Today I’m going to let off a little steam. I’m going to talk about what a friend calls “the most dangerous musical instrument ever devised”. And no, I’m not referring to Woody Guthrie labeling his guitar with “This Machine Kills Fascists”. I’m talking about the dreaded tambourine.
It’s a simple instrument, so it must be simple to play, right?
It seems that at every open jam, song circle, or folk festival, someone brings one along thinking that “it will be fun”. And it may well be – for the one playing it. But, for everyone else within earshot, it can be a song killer. The tambourine, by its very nature is a powerful rhythm instrument – and in the right hands can really fill out a song, but sadly it is rarely found in the right hands. It is a rare player that can maintain a steady tempo with a tambourine, and it is a rare musician who can ignore it when it is being played off the beat. At best, it is played a fraction of a second behind the beat, slowly turning every tune into a dirge. At worst, it is rhythmically “all-over-the-map” leaving everyone wondering where the next downbeat will fall.
I should clarify, tambourines don’t kill songs, people with tambourines kill songs. In fact, one of my greatest “festival moments” involved a tambourine solo.
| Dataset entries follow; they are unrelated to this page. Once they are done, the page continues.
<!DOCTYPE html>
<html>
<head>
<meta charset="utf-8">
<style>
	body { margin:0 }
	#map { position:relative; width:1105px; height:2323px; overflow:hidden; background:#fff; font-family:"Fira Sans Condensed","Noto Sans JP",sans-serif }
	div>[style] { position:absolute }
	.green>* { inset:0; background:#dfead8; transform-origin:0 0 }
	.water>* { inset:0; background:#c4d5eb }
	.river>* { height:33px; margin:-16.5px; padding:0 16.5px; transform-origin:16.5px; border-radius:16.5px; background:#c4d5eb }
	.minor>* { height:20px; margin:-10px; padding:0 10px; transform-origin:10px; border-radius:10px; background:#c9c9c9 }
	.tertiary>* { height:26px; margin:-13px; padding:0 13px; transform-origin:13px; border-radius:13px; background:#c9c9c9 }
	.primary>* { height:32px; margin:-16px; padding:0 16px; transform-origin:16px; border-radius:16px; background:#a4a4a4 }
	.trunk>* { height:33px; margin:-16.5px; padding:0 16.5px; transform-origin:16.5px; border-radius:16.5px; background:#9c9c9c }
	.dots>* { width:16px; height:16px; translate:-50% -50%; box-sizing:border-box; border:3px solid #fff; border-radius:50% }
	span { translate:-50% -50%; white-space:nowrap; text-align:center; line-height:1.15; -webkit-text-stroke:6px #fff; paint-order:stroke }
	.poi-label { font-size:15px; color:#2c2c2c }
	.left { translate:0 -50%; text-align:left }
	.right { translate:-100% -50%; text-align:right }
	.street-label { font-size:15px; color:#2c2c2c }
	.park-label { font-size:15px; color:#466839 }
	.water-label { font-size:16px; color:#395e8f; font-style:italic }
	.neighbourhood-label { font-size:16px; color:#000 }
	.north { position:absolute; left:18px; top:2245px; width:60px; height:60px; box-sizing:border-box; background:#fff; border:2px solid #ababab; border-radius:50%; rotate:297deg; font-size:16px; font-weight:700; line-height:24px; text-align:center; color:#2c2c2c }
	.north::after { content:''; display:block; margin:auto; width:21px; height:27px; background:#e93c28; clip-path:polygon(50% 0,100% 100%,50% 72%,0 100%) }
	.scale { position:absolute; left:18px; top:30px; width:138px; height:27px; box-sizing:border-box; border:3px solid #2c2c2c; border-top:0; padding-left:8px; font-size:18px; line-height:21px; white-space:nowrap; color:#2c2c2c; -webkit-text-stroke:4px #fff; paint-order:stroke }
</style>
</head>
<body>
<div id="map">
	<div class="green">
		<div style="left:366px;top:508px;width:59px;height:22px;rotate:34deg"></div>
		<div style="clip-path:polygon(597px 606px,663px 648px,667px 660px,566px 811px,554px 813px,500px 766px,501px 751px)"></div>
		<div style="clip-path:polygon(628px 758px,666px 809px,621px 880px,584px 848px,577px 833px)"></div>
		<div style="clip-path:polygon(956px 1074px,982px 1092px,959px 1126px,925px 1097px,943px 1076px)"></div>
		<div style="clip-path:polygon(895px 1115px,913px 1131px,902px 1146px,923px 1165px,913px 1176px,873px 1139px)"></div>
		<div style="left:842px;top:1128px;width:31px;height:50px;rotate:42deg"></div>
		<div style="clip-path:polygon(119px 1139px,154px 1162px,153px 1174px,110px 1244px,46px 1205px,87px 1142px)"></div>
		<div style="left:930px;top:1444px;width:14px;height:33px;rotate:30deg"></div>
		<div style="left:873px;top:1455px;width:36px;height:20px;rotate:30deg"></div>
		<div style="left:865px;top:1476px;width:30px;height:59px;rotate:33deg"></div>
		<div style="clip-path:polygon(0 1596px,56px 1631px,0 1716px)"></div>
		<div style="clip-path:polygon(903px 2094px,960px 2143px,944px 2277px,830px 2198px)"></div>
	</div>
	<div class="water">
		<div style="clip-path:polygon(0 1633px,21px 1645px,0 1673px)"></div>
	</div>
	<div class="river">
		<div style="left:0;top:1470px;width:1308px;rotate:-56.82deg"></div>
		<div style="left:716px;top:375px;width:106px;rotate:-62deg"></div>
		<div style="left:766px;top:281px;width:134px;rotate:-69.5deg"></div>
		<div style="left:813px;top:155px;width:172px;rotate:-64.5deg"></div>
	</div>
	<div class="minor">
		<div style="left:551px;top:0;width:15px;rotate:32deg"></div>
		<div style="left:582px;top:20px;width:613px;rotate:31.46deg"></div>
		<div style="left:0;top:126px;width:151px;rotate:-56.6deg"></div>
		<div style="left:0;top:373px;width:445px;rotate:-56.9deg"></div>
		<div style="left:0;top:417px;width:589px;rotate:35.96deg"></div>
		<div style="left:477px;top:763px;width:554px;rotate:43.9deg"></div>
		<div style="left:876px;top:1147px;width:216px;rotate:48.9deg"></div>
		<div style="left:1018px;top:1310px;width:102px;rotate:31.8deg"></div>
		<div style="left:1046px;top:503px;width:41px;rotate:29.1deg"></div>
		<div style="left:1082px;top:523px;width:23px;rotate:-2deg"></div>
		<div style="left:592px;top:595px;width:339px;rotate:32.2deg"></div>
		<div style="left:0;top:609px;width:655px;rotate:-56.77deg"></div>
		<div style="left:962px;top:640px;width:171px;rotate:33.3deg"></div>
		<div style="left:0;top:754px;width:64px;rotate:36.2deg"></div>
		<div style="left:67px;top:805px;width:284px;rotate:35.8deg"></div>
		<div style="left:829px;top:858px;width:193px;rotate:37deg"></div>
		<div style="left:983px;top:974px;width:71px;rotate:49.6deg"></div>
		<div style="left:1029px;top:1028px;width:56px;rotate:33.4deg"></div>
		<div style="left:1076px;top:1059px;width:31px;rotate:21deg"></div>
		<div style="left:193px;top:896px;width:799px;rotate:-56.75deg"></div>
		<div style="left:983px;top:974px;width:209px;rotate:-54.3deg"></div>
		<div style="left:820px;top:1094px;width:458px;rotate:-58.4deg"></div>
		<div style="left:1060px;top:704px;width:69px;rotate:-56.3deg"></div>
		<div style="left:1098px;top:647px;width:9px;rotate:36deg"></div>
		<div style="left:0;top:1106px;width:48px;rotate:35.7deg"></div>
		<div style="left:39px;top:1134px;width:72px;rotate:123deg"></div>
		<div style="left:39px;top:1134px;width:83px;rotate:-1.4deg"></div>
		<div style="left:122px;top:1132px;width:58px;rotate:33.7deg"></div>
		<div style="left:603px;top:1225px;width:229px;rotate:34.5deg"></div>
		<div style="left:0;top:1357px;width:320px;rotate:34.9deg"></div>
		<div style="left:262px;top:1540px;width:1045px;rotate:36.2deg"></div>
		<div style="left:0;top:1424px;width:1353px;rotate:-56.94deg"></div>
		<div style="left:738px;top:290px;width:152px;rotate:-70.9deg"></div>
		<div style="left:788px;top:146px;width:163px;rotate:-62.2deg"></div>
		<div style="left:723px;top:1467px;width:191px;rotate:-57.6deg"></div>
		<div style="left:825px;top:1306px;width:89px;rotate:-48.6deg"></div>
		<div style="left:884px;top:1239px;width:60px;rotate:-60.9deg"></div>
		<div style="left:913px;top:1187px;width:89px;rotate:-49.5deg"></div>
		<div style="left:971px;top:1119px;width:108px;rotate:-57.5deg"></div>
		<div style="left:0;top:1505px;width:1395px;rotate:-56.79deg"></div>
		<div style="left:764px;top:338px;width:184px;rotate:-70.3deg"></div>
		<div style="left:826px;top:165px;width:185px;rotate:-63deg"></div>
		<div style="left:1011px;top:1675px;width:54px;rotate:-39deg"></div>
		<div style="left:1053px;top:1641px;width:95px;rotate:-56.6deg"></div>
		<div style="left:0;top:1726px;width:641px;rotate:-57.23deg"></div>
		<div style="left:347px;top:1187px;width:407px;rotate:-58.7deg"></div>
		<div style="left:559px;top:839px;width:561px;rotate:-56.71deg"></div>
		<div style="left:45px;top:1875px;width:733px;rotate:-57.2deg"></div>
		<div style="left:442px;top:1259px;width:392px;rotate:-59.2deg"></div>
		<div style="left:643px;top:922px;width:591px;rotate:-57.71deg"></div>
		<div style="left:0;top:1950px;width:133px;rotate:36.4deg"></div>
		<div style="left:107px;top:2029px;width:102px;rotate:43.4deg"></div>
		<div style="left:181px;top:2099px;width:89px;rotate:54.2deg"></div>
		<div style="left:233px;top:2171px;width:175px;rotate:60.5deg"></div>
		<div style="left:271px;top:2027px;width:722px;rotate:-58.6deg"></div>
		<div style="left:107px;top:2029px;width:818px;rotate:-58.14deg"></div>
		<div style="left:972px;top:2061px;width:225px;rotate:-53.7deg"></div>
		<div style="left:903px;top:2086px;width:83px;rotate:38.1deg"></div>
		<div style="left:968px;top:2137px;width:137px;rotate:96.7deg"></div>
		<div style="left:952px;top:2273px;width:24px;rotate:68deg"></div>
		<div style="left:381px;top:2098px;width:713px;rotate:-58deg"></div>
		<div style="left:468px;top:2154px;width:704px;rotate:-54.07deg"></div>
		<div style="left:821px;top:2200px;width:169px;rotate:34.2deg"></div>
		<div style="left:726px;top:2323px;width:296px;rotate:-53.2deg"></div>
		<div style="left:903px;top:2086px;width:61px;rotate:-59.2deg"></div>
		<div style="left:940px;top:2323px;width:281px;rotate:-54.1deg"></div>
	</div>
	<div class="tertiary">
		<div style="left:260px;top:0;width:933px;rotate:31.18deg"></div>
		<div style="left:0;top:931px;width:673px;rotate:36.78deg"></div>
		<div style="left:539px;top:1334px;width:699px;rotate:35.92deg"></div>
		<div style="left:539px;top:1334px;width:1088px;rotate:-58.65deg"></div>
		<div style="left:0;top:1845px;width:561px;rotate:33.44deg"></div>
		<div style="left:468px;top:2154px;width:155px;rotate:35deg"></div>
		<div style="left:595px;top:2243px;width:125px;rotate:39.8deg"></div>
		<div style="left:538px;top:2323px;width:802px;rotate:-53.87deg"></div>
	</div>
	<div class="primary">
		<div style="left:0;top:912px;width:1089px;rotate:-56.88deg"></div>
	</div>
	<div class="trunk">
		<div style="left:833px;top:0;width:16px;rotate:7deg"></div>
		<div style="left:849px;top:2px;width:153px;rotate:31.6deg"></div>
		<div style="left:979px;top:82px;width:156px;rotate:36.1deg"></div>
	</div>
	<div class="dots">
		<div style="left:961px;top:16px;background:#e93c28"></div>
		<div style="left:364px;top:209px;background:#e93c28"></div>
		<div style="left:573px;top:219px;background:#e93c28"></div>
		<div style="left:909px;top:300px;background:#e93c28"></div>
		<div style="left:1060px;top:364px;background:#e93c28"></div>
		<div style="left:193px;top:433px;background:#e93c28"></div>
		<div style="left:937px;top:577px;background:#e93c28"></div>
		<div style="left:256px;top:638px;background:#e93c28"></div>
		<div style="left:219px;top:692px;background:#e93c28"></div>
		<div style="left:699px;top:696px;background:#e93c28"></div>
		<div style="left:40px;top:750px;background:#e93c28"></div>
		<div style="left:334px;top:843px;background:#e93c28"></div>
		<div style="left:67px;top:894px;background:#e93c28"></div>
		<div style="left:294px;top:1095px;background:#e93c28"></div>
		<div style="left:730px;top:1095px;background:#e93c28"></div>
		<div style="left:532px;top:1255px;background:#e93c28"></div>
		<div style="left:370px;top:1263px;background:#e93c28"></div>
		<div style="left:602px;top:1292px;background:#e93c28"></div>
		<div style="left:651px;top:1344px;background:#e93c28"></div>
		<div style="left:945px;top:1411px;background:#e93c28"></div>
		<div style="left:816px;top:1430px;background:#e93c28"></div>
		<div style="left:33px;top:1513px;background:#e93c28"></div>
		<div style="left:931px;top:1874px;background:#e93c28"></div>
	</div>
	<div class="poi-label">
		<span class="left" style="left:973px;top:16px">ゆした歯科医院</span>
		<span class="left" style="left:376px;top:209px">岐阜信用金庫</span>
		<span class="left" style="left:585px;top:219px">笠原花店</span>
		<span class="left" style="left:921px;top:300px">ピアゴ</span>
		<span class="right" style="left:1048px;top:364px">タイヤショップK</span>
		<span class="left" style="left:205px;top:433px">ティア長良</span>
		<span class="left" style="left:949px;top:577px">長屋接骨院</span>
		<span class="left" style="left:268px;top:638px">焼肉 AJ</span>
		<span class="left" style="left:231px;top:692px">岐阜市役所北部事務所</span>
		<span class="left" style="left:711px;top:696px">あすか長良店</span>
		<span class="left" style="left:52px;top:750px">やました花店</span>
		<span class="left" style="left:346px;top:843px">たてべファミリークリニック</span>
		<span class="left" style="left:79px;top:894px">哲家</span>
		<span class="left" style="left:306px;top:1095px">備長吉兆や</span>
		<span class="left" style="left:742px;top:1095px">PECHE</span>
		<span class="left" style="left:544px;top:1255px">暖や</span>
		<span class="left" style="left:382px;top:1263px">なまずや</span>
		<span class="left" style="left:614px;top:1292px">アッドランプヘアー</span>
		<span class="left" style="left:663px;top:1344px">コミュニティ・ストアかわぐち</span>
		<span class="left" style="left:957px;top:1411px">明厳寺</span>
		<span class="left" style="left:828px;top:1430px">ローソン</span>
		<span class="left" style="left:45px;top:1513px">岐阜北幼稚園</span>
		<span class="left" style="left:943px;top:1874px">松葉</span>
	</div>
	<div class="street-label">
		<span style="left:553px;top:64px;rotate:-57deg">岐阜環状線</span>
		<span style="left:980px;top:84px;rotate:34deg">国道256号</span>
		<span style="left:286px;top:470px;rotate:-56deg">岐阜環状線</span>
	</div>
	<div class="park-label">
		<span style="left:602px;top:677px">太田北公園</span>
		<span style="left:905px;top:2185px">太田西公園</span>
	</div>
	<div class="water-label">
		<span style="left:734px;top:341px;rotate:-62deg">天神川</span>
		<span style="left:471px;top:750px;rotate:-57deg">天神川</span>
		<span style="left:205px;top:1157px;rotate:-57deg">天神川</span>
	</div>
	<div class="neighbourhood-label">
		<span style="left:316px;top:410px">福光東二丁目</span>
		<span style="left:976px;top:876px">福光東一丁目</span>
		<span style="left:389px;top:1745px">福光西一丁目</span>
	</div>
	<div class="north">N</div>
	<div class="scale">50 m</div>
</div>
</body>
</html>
We were at The Lunenburg Folk Festival at a percussion workshop given by a professor of percussion from Acadia University. He came out on stage and sat down, pulling out a tiny tambourine with one lonely jingle on it. I’ll admit it, I rather sarcastically thought, “Here we go… forty-five minutes of this???” He then proceeded to bring down the house with an amazing tambourine solo and went on to enthrall us for the rest of the workshop.
So, in the hands of a trained percussionist the tambourine can be a wonderful instrument, but for the rest of us, we need to do everyone a favour and leave it in the store. And if it’s too late for that (as it is for me), then at least leave it at home.